■ Exercise details ■
With the first line below as the start and the line containing "ctx.font = font" as the end, copy every line between them exactly, ends included.

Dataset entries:
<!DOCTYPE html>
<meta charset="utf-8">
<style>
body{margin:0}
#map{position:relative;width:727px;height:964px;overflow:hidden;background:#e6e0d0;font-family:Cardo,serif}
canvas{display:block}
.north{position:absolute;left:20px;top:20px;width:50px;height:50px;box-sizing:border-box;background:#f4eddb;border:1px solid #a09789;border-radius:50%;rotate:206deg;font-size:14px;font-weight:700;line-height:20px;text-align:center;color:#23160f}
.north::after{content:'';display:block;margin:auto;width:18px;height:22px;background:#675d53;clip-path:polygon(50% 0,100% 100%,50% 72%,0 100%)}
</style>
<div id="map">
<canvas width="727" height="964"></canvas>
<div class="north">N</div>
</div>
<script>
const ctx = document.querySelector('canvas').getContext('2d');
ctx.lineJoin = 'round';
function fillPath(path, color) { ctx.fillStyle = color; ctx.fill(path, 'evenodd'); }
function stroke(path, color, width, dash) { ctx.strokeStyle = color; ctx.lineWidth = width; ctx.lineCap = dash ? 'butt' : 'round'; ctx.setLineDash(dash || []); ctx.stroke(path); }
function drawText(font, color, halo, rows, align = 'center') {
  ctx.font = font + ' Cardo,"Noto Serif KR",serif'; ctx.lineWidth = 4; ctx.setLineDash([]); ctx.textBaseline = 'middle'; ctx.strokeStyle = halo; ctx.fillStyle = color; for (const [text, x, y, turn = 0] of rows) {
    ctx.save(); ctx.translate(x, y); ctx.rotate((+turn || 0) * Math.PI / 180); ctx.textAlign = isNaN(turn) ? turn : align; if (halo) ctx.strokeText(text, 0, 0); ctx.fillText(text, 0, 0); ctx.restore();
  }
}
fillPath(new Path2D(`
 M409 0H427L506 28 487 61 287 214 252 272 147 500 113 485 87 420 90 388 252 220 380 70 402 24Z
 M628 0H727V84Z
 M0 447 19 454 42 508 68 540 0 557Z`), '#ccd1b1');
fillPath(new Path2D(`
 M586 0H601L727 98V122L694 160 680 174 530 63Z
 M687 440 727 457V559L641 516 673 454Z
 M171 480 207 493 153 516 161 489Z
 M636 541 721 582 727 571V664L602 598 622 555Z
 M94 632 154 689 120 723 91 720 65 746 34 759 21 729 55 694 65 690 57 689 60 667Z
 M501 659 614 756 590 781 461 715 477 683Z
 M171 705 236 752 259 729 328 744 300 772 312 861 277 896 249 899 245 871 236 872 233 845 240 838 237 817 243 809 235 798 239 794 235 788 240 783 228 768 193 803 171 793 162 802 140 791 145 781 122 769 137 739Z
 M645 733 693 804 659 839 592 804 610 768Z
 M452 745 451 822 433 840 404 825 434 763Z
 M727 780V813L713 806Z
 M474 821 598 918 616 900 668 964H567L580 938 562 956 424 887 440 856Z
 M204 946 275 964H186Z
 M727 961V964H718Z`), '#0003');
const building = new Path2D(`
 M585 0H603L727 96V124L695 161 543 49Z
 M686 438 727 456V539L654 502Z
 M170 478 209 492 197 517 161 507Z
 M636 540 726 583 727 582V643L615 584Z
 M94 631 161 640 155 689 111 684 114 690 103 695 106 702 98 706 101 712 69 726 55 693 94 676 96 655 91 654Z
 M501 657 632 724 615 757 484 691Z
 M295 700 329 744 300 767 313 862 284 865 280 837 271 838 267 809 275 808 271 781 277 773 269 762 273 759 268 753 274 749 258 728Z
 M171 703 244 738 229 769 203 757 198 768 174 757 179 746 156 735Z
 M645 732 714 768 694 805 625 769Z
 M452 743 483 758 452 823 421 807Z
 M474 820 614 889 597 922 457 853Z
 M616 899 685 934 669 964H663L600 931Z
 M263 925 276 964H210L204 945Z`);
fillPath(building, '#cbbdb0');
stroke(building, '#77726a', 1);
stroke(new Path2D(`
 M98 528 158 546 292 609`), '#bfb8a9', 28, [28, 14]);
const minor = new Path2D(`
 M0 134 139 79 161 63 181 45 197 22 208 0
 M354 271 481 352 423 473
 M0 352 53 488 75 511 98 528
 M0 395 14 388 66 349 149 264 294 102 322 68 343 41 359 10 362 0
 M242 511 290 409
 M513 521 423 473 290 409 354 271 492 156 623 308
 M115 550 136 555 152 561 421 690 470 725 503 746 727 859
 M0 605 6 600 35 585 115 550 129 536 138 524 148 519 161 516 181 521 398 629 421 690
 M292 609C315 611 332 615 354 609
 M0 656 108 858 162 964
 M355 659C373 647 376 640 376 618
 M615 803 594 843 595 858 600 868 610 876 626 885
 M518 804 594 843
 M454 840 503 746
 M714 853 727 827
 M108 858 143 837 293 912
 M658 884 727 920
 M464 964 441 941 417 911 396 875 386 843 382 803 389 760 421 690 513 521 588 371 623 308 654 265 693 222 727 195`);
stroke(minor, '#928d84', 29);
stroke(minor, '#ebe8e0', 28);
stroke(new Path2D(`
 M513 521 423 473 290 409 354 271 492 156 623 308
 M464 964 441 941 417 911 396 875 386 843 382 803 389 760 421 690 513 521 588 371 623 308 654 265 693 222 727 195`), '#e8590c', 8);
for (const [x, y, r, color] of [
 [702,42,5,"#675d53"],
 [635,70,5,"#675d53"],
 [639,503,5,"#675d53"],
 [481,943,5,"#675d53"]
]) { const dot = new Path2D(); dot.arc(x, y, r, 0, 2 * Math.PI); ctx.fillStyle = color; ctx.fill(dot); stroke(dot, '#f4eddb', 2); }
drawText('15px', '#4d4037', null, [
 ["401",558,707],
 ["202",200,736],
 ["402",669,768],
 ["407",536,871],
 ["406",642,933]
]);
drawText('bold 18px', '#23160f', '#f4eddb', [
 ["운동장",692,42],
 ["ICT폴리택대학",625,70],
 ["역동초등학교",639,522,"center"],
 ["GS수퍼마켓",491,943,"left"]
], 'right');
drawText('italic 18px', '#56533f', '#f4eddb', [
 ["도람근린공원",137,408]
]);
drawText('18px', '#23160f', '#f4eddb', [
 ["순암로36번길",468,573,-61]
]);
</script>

■ Result of this exercise ■
<!DOCTYPE html>
<meta charset="utf-8">
<style>
body{margin:0}
#map{position:relative;width:727px;height:964px;overflow:hidden;background:#e6e0d0;font-family:Cardo,serif}
canvas{display:block}
.north{position:absolute;left:20px;top:20px;width:50px;height:50px;box-sizing:border-box;background:#f4eddb;border:1px solid #a09789;border-radius:50%;rotate:206deg;font-size:14px;font-weight:700;line-height:20px;text-align:center;color:#23160f}
.north::after{content:'';display:block;margin:auto;width:18px;height:22px;background:#675d53;clip-path:polygon(50% 0,100% 100%,50% 72%,0 100%)}
</style>
<div id="map">
<canvas width="727" height="964"></canvas>
<div class="north">N</div>
</div>
<script>
const ctx = document.querySelector('canvas').getContext('2d');
ctx.lineJoin = 'round';
function fillPath(path, color) { ctx.fillStyle = color; ctx.fill(path, 'evenodd'); }
function stroke(path, color, width, dash) { ctx.strokeStyle = color; ctx.lineWidth = width; ctx.lineCap = dash ? 'butt' : 'round'; ctx.setLineDash(dash || []); ctx.stroke(path); }
function drawText(font, color, halo, rows, align = 'center') {
  ctx.font = font + ' Cardo,"Noto Serif KR",serif'; ctx.lineWidth = 4; ctx.setLineDash([]); ctx.textBaseline = 'middle'; ctx.strokeStyle = halo; ctx.fillStyle = color; for (const [text, x, y, turn = 0] of rows) {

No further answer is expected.